Despite considerable progress in vaccine development, there is no effective vaccine to date for preventing HIV infection. TABLE 1 summarizes some pivotal HIV vaccine efficacy trials.29-37 A safe and effective vaccine must induce specific CD4+ T-cell responses, which will enhance CD8+ T-cell and humoral immune responses.

Hindrances to Development of an Effective HIV Vaccine

Historically, vaccine development for HIV prevention has been extremely difficult. The human immune system does not easily recognize the virus and initiate a response. The virus also quickly mutates while multiplying in the body. This requires a robust vaccine that can initiate antibody production against a wide range of HIV strains.38

HIV-1 and HIV-2 have many differences, including several different subtypes,4 which makes vaccine development challenging. In addition, there is a high mutation rate of HIV reverse transcriptase, the enzyme used to transcribe the viral genome during replication. Technical difficulties in trial design, such as mucosal sample collection and processing, must be addressed in order to achieve the best evaluation of novel vaccines. Many studies have focused on developing a vaccine against HIV-1; these vaccines also need to be tested for prevention of HIV-2 infection. Some patients develop simultaneous HIV-1 and HIV-2 infections, so research is focusing on understanding the mechanism of this comorbidity. Since HIV-2–infected patients are located mainly in Africa, an efficacious yet cost-effective, affordable, and safe vaccine is the key to controlling the disease. The stigma surrounding HIV disease must be addressed to encourage robust participation in trials.

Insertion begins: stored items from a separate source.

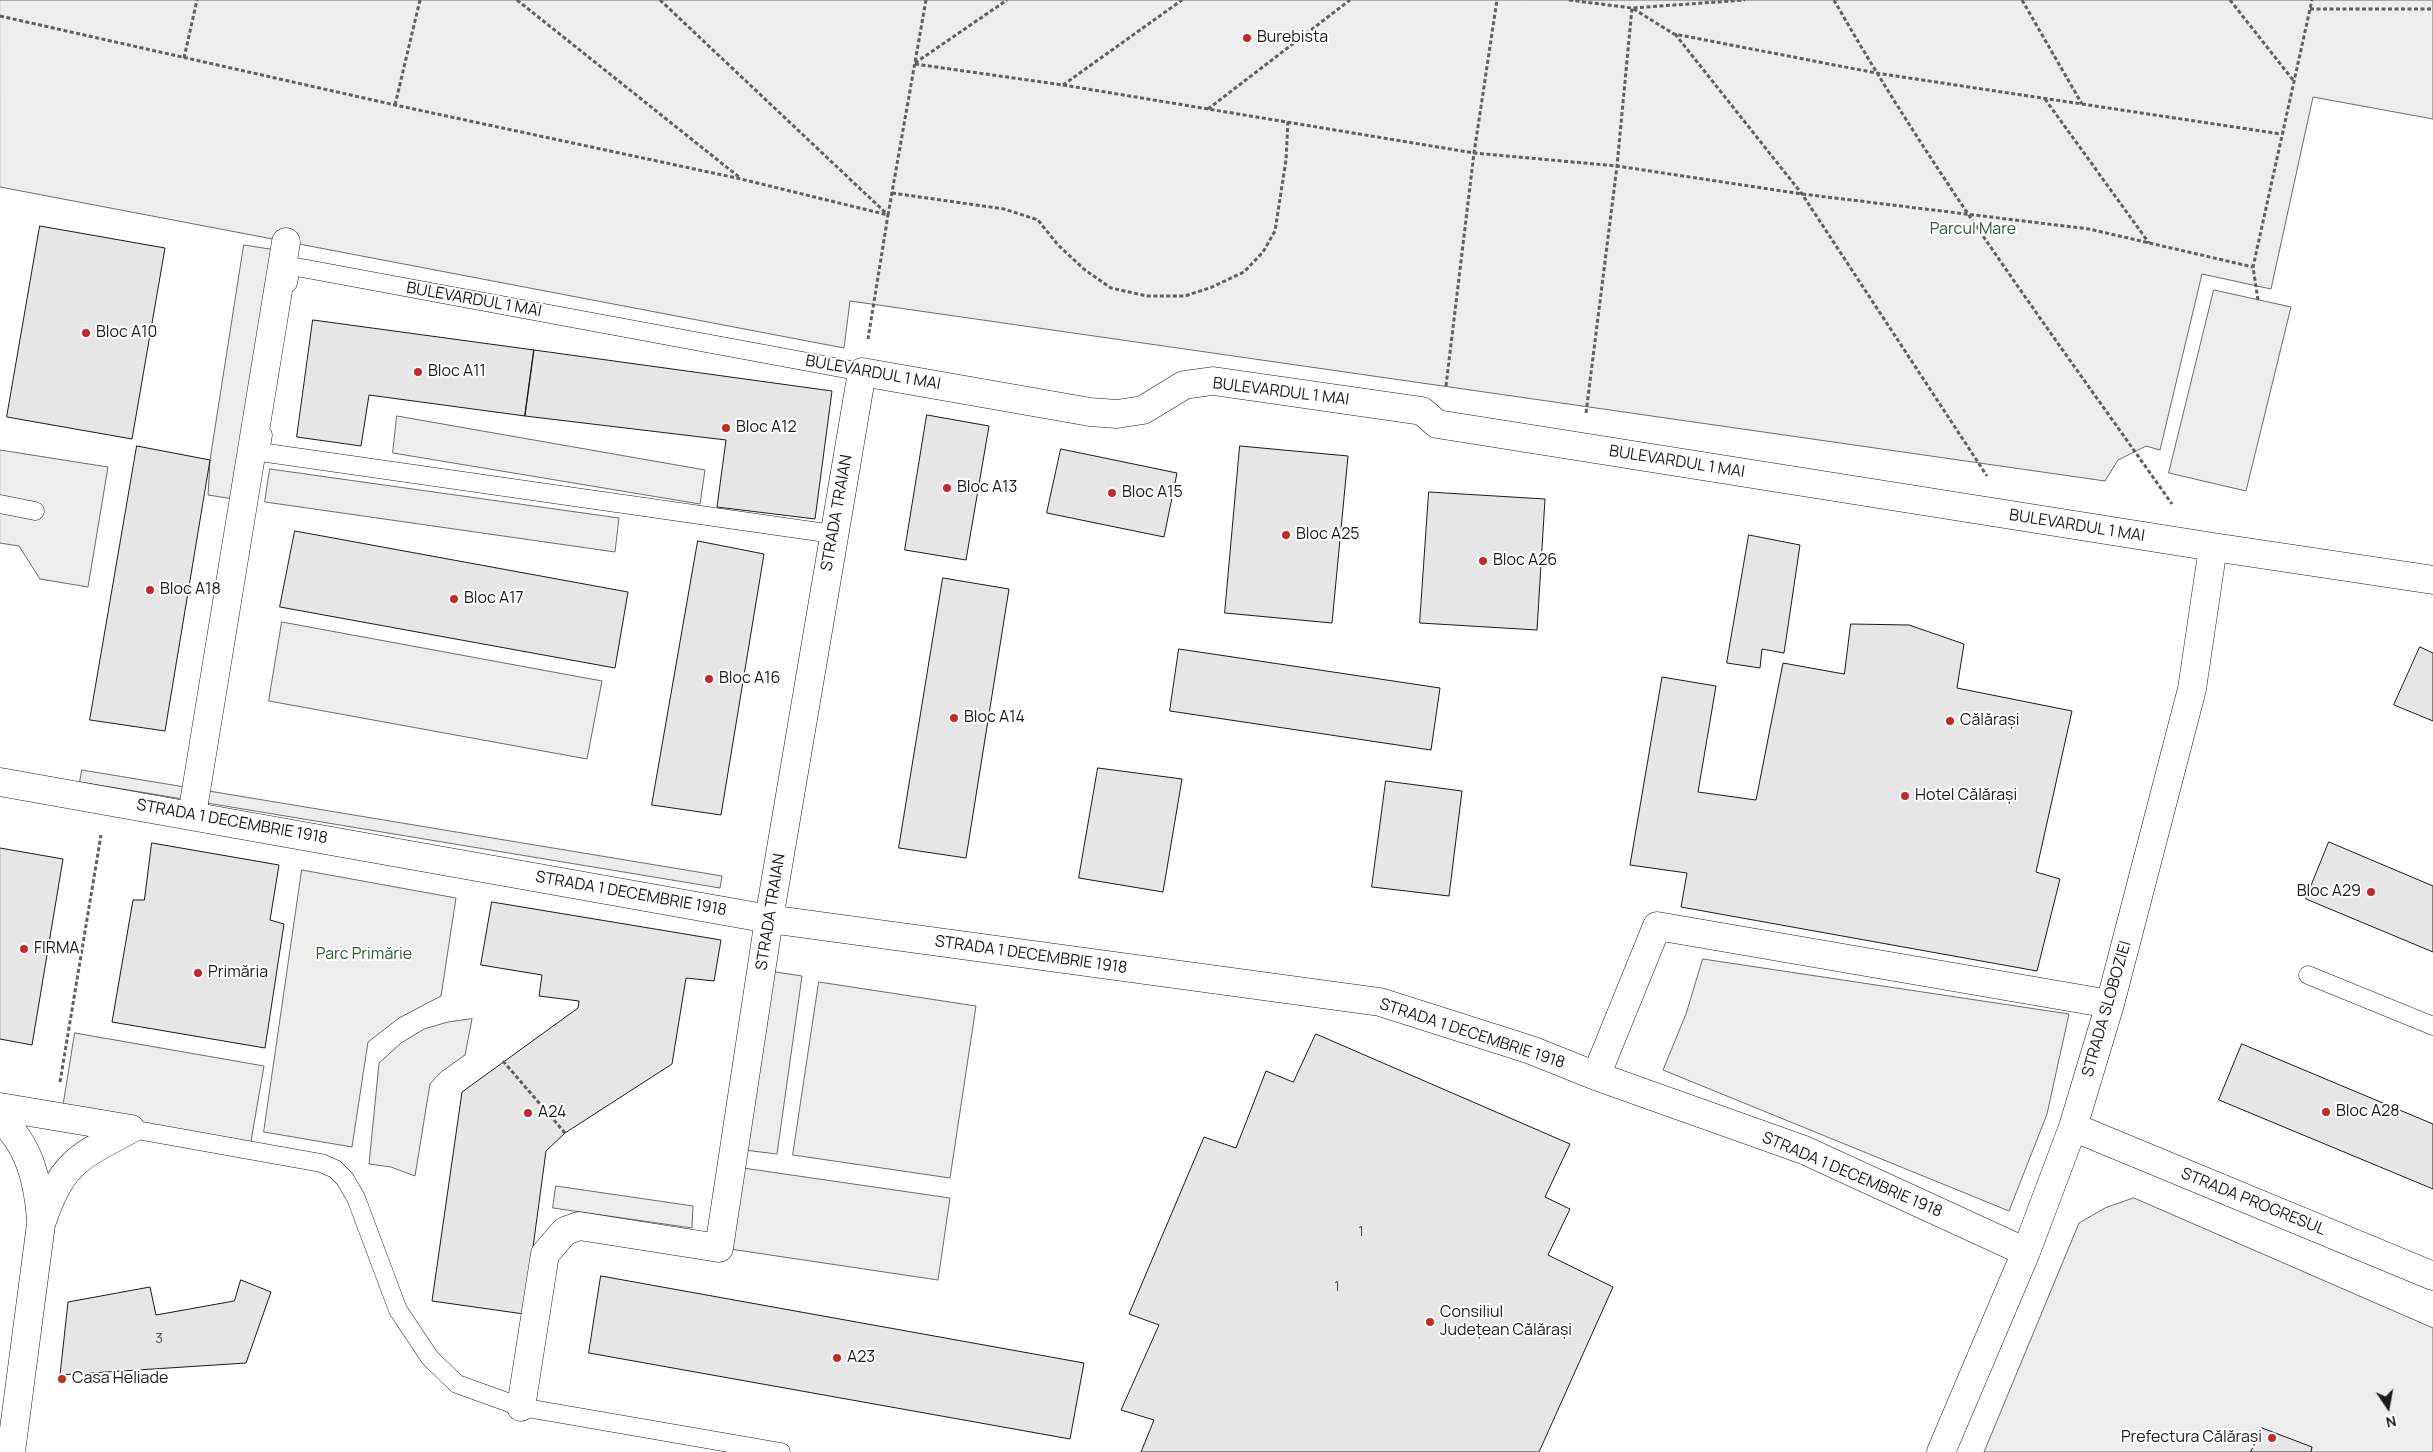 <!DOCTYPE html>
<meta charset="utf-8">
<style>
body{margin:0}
#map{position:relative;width:2433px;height:1452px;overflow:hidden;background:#fff;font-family:Manrope,sans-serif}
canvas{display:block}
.north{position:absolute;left:2363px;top:1382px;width:50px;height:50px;-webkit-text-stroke:4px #fff;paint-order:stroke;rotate:168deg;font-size:14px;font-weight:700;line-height:20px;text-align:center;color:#1a1a1a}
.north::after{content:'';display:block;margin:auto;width:18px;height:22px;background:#1a1a1a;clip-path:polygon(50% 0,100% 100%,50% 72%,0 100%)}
</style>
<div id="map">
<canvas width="2433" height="1452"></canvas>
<div class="north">N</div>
</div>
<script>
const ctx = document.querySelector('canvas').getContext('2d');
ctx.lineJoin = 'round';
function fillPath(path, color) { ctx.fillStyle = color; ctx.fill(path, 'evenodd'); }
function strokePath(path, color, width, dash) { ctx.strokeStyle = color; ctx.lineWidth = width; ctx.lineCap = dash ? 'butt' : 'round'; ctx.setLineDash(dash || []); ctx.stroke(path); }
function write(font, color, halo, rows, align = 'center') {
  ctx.font = font + ' Manrope,sans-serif'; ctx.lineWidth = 4; ctx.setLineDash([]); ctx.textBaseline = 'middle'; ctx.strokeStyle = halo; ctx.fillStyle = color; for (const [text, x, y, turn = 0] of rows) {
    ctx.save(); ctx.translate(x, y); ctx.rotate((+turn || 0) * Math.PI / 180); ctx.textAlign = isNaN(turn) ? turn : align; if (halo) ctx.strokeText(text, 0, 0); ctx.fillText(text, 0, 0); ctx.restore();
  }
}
const built = new Path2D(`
 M0,0H2433V119L2313,97L2271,289L2202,274L2160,450L2146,446L2118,460L2105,481L850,301L844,348L0,187Z
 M244,245L276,250L240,500L208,495L210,460Z
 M2214,290L2291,307L2246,491L2169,473Z
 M397,416L705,470L700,504L393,453Z
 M0,450L108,467L88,587L40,579L19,546L0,543Z
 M270,469L619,518L615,552L265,502Z
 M282,622L602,681L587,759L269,701Z
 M82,770L722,876L720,888L80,782Z
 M302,870L456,898L441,996L399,1018L368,1042L352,1147L264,1132Z
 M1703,959L2069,1014L2047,1114L2009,1211L1663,1070L1686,1014Z
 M769,971L802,976L777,1154L744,1150Z
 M819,982L976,1006L950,1178L793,1155Z
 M472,1019L465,1055L441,1072L430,1084L415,1176L391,1167L369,1164L379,1063L401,1043L424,1029L448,1022Z
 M75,1033L264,1066L250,1147L62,1114Z
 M743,1168L950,1198L938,1280L730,1249Z
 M556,1186L693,1206L692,1228L553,1208Z
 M2134,1198L2433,1328V1452H1984L2079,1223L2105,1208Z`);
const building = new Path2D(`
 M40,226L165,248L132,439L7,417Z
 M313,320L534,350L525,416L369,395L361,446L297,437Z
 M534,350L832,391L815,519L717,507L726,440L525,416Z
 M927,415L989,426L966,560L905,550Z
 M137,446L210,460L165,731L90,720Z
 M1240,446L1348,456L1332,623L1225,613Z
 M1061,449L1177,473L1164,537L1047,513Z
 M1429,492L1545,499L1537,630L1420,623Z
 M295,531L628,592L615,668L280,607Z
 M1749,535L1800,545L1784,653L1762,649L1760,668L1727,663Z
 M698,541L764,554L721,815L652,805Z
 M943,578L1009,589L966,858L899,848Z
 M1851,624L1909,625L1964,644L1957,688L2072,711L2036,872L2060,879L2037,971L1681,907L1687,873L1630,865L1662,677L1716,686L1698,792L1756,800L1783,663L1844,674Z
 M2420,647L2433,653V721L2394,705Z
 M1179,649L1440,688L1431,750L1170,711Z
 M1098,768L1182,779L1163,892L1079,878Z
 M1386,781L1462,791L1449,896L1372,887Z
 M2329,842L2433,886V952L2306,899Z
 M152,843L279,865L270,920L284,924L265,1048L112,1022L133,900H144Z
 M0,848L63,859L32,1045L0,1039Z
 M492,902L721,940L714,981L686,978L672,1064L565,1133L546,1151L524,1314L432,1301L462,1092L578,1008L579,1001L539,996L542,975L481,965Z
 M1316,1034L1570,1144L1545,1197L1570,1209L1548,1255L1613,1287L1539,1452H1141L1154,1420L1121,1410L1159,1325L1129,1314L1204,1137L1236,1148L1266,1071L1293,1082Z
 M2242,1044L2433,1124V1189L2219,1100Z
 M601,1276L1084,1363L1070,1439L589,1353Z
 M241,1280L271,1292L246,1363L60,1375L68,1302L150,1287L156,1315L234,1301Z
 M2262,1428L2312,1447L2311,1452H2251Z`);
const path = new Path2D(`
 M517,0L739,177
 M660,0L888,215L868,339
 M1569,0L1632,8L1745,0
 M1834,0C1934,176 2055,338 2172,504
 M2022,0L2082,104
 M2230,0L2293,80
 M2310,9H2433
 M0,16L395,105L741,179L888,215L926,0
 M1675,34L1802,194L1987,476
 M184,58L197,0
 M915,63L1007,0
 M915,64L1063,85L1474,153L1617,166L1802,194L2089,229L2253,267
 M1063,85L1182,0
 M2045,99L2149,243
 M395,105L420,0
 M1208,109L1350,0
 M892,193L1004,209L1038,220L1058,245L1085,270L1111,288L1147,296H1185L1212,287L1244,272L1263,252L1275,231L1286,160L1288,121
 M2258,300L2253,267L2312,0
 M1446,386L1474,153L1497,0
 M1586,413L1617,166L1632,8L1674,34L1876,73L2281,134
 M503,1061L565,1133
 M60,1082L101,835`);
const lane = new Path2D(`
 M288,283L291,266L862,372
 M263,435L260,452L833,534
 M0,504L35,511
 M2308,975L2433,1026
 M131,1129L321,1163L335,1169L345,1179L356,1198L398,1310L430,1358L457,1384L521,1407L781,1452`);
const street = new Path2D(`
 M0,782L769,919L1380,1002L1531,1050L1596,1076L1804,1150L2026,1252
 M192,815L286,242
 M1596,1076L1657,926L2110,1004
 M0,1107L131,1129
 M0,1118C30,1146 38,1181 41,1220
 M2073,1127L2433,1276
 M521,1407L545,1254L565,1231L579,1226L719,1248L769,919L862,372L1090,412L1117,414L1143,410L1184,385L1213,381L1422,411L1437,424L2213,547L2433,580
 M11,1452L41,1224C62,1163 76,1158 131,1129
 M1941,1452L2026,1252L2073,1127L2110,1004L2192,689L2213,547`);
const markers = [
 [1247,38,5,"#c62828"],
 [86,333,5,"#c62828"],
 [418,372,5,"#c62828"],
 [726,428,5,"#c62828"],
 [947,488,5,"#c62828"],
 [1112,493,5,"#c62828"],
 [1286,535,5,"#c62828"],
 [1483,561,5,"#c62828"],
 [150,590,5,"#c62828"],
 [454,599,5,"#c62828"],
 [709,679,5,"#c62828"],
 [954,718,5,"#c62828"],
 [1950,721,5,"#c62828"],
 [1905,796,5,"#c62828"],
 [2371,892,5,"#c62828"],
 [24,949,5,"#c62828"],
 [198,973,5,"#c62828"],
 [2326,1112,5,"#c62828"],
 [528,1113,5,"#c62828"],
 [1430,1322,5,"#c62828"],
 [837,1358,5,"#c62828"],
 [62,1379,5,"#c62828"],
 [2272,1438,5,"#c62828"]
];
const numberNames = [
 ["1",1361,1232],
 ["1",1337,1287],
 ["3",159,1339]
];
const poiNames = [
 ["Burebista",1257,38],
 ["Bloc A10",96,333],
 ["Bloc A11",428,372],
 ["Bloc A12",736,428],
 ["Bloc A13",957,488],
 ["Bloc A15",1122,493],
 ["Bloc A25",1296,535],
 ["Bloc A26",1493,561],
 ["Bloc A18",160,590],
 ["Bloc A17",464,599],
 ["Bloc A16",719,679],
 ["Bloc A14",964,718],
 ["Călărași",1960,721],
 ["Hotel Călărași",1915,796],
 ["Bloc A29",2361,892,"right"],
 ["FIRMA",34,949],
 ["Primăria",208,973],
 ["Bloc A28",2336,1112],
 ["A24",538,1113],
 ["Consiliul",1440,1313],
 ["Județean Călărași",1440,1331],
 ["A23",847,1358],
 ["Casa Heliade",72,1379],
 ["Prefectura Călărași",2262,1438,"right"]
];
const parkNames = [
 ["Parcul Mare",1973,230],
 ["Parc Primărie",364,955]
];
const streetNames = [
 ["BULEVARDUL 1 MAI",474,300,10],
 ["BULEVARDUL 1 MAI",873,373,10],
 ["BULEVARDUL 1 MAI",1281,392,7],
 ["BULEVARDUL 1 MAI",1677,462,9],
 ["STRADA TRAIAN",837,513,-80],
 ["BULEVARDUL 1 MAI",2077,526,9],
 ["STRADA 1 DECEMBRIE 1918",232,822,10],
 ["STRADA 1 DECEMBRIE 1918",631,894,10],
 ["STRADA TRAIAN",771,912,-81],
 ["STRADA 1 DECEMBRIE 1918",1031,955,8],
 ["STRADA SLOBOZIEI",2107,1009,-74],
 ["STRADA 1 DECEMBRIE 1918",1472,1034,18],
 ["STRADA 1 DECEMBRIE 1918",1852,1175,23],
 ["STRADA PROGRESUL",2253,1202,22]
];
fillPath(built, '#ededed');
strokePath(built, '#6a6a6a', 1);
fillPath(building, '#e6e6e6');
strokePath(building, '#1a1a1a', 1);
strokePath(lane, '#1a1a1a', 19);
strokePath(street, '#1a1a1a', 29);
strokePath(path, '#5f5f5f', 3, [4, 2.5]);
strokePath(lane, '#fff', 18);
strokePath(street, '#fff', 28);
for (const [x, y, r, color] of markers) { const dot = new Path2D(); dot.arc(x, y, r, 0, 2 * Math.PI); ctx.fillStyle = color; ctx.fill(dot); strokePath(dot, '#fff', 2); }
write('14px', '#4d4d4d', null, numberNames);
write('16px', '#1a1a1a', '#fff', poiNames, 'left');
write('16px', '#2b5a34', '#fff', parkNames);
write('16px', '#1a1a1a', '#fff', streetNames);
</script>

HIV infection is a major public-health concern. The use of ART merely extends the lifespan of HIV-infected patients, and disease eradication is not yet possible. A safe and cost-effective vaccine that prevents HIV infection is considered the best strategy for containing the epidemic. Despite all the challenges of vaccine development, the RV144 trial proved that an HIV vaccine can be a reality. Additional studies are needed to develop a vaccine with optimal safety and efficacy to positively affect HIV disease prevention and control, as well as patient health and survival.